Il film di Singh, come avrete sicuramente letto in queste righe, parte quindi da un incipit che può sembrare sulla carta anche interessate, ma che purtroppo si infrange a contatto con il muro di una sceneggiatura - a cui hanno lavorato David e Alex Pastor - che non solo non riesce mai ad attecchire completamente nella curiosità dello spettatore, ma troppo spesso sorvola con estrema banalità quesiti e domande che lo spettatore giustamente si pone, scivolando in maniera piuttosto rapida nell'assurdo.

Se la prima parte del film ci racconta la teoria interessante di una società privata che non vuole rivelare al mondo i propri metodi, ma soprattutto di una persona che vede la sua memoria all'interno di un'altra persona, la seconda parte accantona - quasi volutamente - tutte queste teorie, per scivolare nell'action thriller più che mai banale, condito da una serie di cliché che oltre a sapere di già visto, a tratti irritano lo spettatore.

A parte scene di deliri fisici che Reynolds cerca di trasmettere allo spettatore attraverso una serie di spasmi decisamente poco convincenti, tutta la questione dello “shedding” sembra quasi uno strumento utile a raccontare una storia semi action, piuttosto che offrire quegli spunti che altri film sui generis hanno cercato di porre allo spettatore, senza necessariamente sacrificare la parte dello spettacolo.

Il tutto poi assume una vena grottesca nel momento in cui si arriva al finale della pellicola, una serie di scelte senza senso e che trasmettono in maniera ancora più chiara e netta l'assurdità della pellicola, lasciando più domande che risposte nella testa dello spettatore.

Lo stesso regista, sicuramente non aiutato dalla sceneggiatura, trasmette molta incertezza in più di una scena, in cui la camera scivola su determinati particolari che tentano di ingannare lo spettatore provando a far spostare la sua attenzione su piccoli pezzi di un puzzle che, anche una volta messi assieme, non riescono comunque a dare un'immagine chiara dell'insieme.

In tutto questo poi, se da una parte troviamo la breve ma comunque valida prova di un sempre convincente Ben Kingsley, dall'altra la presenza di Ryan Reynolds toglie ulteriore spessore al personaggio tormentato dalle due memorie che si cerca di raccontare all'interno di questa pellicola.
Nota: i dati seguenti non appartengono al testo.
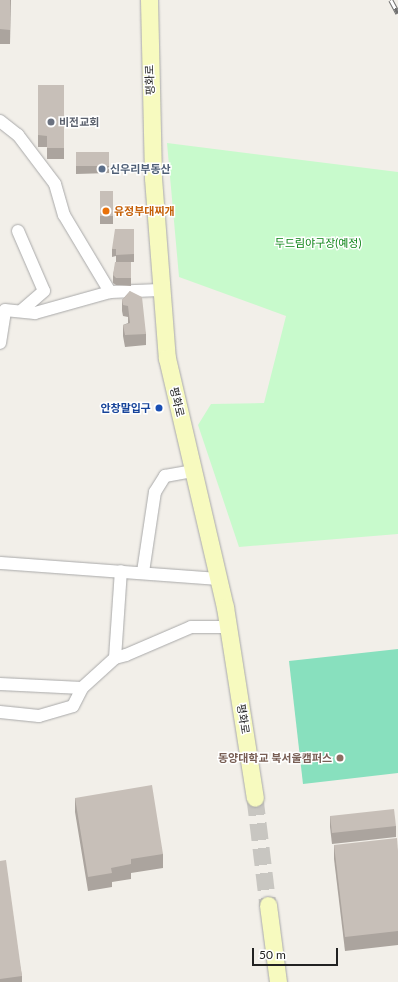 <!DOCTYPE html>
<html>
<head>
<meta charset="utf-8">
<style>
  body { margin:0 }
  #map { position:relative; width:398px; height:982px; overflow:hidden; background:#f2efe9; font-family:Lato,"Noto Sans KR",sans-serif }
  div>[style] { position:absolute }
  .park>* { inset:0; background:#c8facc }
  .pitch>* { inset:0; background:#88e0be }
  .secondary-tunnel>* { height:17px; margin-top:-8.5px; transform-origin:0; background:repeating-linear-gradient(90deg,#c8c6c1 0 17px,transparent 0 25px) }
  .roads { filter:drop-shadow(0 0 1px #a9a9a9) drop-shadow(0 0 1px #a9a9a9) }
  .street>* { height:12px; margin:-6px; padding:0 6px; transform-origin:6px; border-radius:6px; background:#fff }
  .secondary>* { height:17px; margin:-8.5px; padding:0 8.5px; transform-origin:8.5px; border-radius:8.5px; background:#f7fabf }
  .rail>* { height:4.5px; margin-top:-2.25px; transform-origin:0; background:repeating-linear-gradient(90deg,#fff 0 9px,#707070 0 18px); box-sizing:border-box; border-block:1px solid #707070 }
  .wall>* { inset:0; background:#aba49e }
  .building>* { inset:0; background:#c7bfb8 }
  .dots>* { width:11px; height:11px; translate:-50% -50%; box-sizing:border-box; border:2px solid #fff; border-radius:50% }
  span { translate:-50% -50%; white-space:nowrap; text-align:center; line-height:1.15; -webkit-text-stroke:3px #fff; paint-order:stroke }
  .street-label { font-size:11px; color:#222 }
  .worship-label { font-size:11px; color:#5b616d; font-weight:700 }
  .left { translate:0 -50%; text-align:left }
  .service-label { font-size:11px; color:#4e5e75; font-weight:700 }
  .food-label { font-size:11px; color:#c56008; font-weight:700 }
  .park-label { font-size:11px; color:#0c8416 }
  .transit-label { font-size:11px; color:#164399; font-weight:700 }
  .right { translate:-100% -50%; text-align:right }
  .education-label { font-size:11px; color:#785e54; font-weight:700 }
  .scale { position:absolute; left:252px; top:948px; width:86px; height:18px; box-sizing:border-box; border:2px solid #222; border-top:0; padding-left:5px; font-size:12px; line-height:14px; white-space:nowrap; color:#222; -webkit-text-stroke:3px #fff; paint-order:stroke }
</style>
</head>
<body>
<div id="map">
  <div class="park">
    <i style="clip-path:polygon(167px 143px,398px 172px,398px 534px,239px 547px,198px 425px,211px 404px,264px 403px,286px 316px,179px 277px)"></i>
  </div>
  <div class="pitch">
    <i style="clip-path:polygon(398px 649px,398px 773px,303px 784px,289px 661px)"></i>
  </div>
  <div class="secondary-tunnel">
    <i style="left:255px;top:798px;width:108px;rotate:83.1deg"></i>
  </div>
  <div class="roads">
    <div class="street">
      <i style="left:0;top:121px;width:23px;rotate:38deg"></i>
      <i style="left:18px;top:135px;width:61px;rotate:52.9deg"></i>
      <i style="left:55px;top:184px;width:32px;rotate:74deg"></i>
      <i style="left:64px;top:215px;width:90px;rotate:59.1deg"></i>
      <i style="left:18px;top:231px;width:65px;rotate:66.6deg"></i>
      <i style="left:44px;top:291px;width:29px;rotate:139deg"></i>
      <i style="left:0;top:343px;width:33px;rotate:-81deg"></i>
      <i style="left:5px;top:310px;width:30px;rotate:6deg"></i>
      <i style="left:35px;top:313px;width:78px;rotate:-15.6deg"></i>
      <i style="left:110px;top:292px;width:50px;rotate:-2.3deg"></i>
      <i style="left:0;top:563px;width:220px;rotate:4.2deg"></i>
      <i style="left:143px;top:572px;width:81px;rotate:-81.5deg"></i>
      <i style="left:155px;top:492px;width:19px;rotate:-58deg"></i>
      <i style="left:165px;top:476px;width:29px;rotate:-10deg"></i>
      <i style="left:115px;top:658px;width:87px;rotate:-86.1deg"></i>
      <i style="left:0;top:684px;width:82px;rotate:2.8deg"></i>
      <i style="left:0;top:712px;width:39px;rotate:6deg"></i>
      <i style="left:39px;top:716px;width:35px;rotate:-16deg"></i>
      <i style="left:73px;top:706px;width:20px;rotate:-63deg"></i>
      <i style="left:82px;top:688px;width:45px;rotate:-42.3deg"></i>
      <i style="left:115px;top:658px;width:11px;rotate:-15deg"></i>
      <i style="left:126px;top:655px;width:71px;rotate:-23.3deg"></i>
      <i style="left:191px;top:627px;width:37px"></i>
    </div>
    <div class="secondary">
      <i style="left:149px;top:0;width:178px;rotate:88.7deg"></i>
      <i style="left:153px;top:178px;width:181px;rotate:85.6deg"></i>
      <i style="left:167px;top:358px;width:256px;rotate:76.9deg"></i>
      <i style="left:225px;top:607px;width:193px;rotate:81.1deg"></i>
      <i style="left:268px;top:905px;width:78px;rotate:82.6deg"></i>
    </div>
  </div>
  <div class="rail">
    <i style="left:391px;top:0;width:15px;rotate:62deg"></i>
  </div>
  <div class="wall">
    <i style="clip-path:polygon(0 0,11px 0,10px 44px,0 44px)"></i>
    <i style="clip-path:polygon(38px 85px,64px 85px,64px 159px,47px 159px,47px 147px,38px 147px)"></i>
    <i style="clip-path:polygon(76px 152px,109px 152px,109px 173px,76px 174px)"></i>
    <i style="clip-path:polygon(100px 191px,113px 191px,113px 224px,100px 224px)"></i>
    <i style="clip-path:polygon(134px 229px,134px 262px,128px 262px,131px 262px,131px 286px,116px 285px,113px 283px,113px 275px,116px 262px,116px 256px,112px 257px,112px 249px)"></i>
    <i style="clip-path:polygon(130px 291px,146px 334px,146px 345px,125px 347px,123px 336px,123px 325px,128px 323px,128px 317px,123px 316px,122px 311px,122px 300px)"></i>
    <i style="clip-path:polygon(75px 798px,163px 854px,163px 868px,131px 873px,131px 879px,112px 882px,112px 887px,88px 891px,75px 812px)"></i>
    <i style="clip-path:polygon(330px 816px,396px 826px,396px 837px,332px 844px,330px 827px)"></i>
    <i style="clip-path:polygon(334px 845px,398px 851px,398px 945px,345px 951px,334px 859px)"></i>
    <i style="clip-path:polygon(0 861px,22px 976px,22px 982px,0 982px)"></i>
  </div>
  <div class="building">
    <i style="clip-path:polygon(0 0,10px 0,10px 30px,0 29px)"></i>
    <i style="clip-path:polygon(38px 85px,64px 85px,64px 148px,47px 148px,47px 136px,38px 135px)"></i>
    <i style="clip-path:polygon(76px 152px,109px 152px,109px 166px,76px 166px)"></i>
    <i style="clip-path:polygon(100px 191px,113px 191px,113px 216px,100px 216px)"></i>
    <i style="clip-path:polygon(115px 229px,134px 229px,134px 254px,116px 255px,116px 249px,112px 249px)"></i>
    <i style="clip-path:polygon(115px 262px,131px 262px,131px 278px,116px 278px,113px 275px)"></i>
    <i style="clip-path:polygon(130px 291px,142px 297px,146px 334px,125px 335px,123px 325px,130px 323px,128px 306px,123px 305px,122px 300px)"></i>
    <i style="clip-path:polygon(152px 785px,163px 854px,131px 859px,131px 864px,111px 868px,112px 873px,88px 877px,75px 798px)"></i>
    <i style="clip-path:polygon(394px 809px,396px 826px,332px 833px,330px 816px)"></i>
    <i style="clip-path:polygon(397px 838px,398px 851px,398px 931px,345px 937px,334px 845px)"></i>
    <i style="clip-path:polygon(6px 860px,22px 976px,0 979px,0 861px)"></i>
  </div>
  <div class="dots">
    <i style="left:51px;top:122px;background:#6b7280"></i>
    <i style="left:102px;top:169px;background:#5c6f8a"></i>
    <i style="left:106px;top:211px;background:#e8710a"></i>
    <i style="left:159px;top:408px;background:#1a4fb4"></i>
    <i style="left:340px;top:758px;background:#8d6e63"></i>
  </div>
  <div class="street-label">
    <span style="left:150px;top:80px;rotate:-92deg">평화로</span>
    <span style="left:177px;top:402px;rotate:77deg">평화로</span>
    <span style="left:243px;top:719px;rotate:81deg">평화로</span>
  </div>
  <div class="worship-label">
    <span class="left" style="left:59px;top:122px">비전교회</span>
  </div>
  <div class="service-label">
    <span class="left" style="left:110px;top:169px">신우리부동산</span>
  </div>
  <div class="food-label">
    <span class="left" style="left:114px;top:211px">유정부대찌개</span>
  </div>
  <div class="park-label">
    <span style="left:318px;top:243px">두드림야구장(예정)</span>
  </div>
  <div class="transit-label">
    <span class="right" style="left:151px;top:408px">안창말입구</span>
  </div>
  <div class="education-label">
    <span class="right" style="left:332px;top:758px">동양대학교 북서울캠퍼스</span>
  </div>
  <div class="scale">50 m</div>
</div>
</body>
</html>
L'espressività é ridotta a zero, e i momenti di pathos (se così vogliamo chiamarli) o di suspence, vengono irrimediabilmente segnati da una credibilità del personaggio che in circa due ore di pellicola non riesce mai realmente a decollare.


Self/Less é il classico prodotto che tende a mostrarsi come un film complesso e dai molteplici spunti riflessivi, salvo poi rivelarsi una pellicola estremamente guidata, incanalata all'interno di quel “tunnel della banalit” che troppi film di Hollywood ultimamente stanno decidendo di percorrere. Noi di Gamesurf non ce la sentiamo di consiglirvi di andare al cinema; piuttosto se siete appassionati del genere e siete comunque curiosi di vedere come é andata, aspettate il primo passaggio in televisione.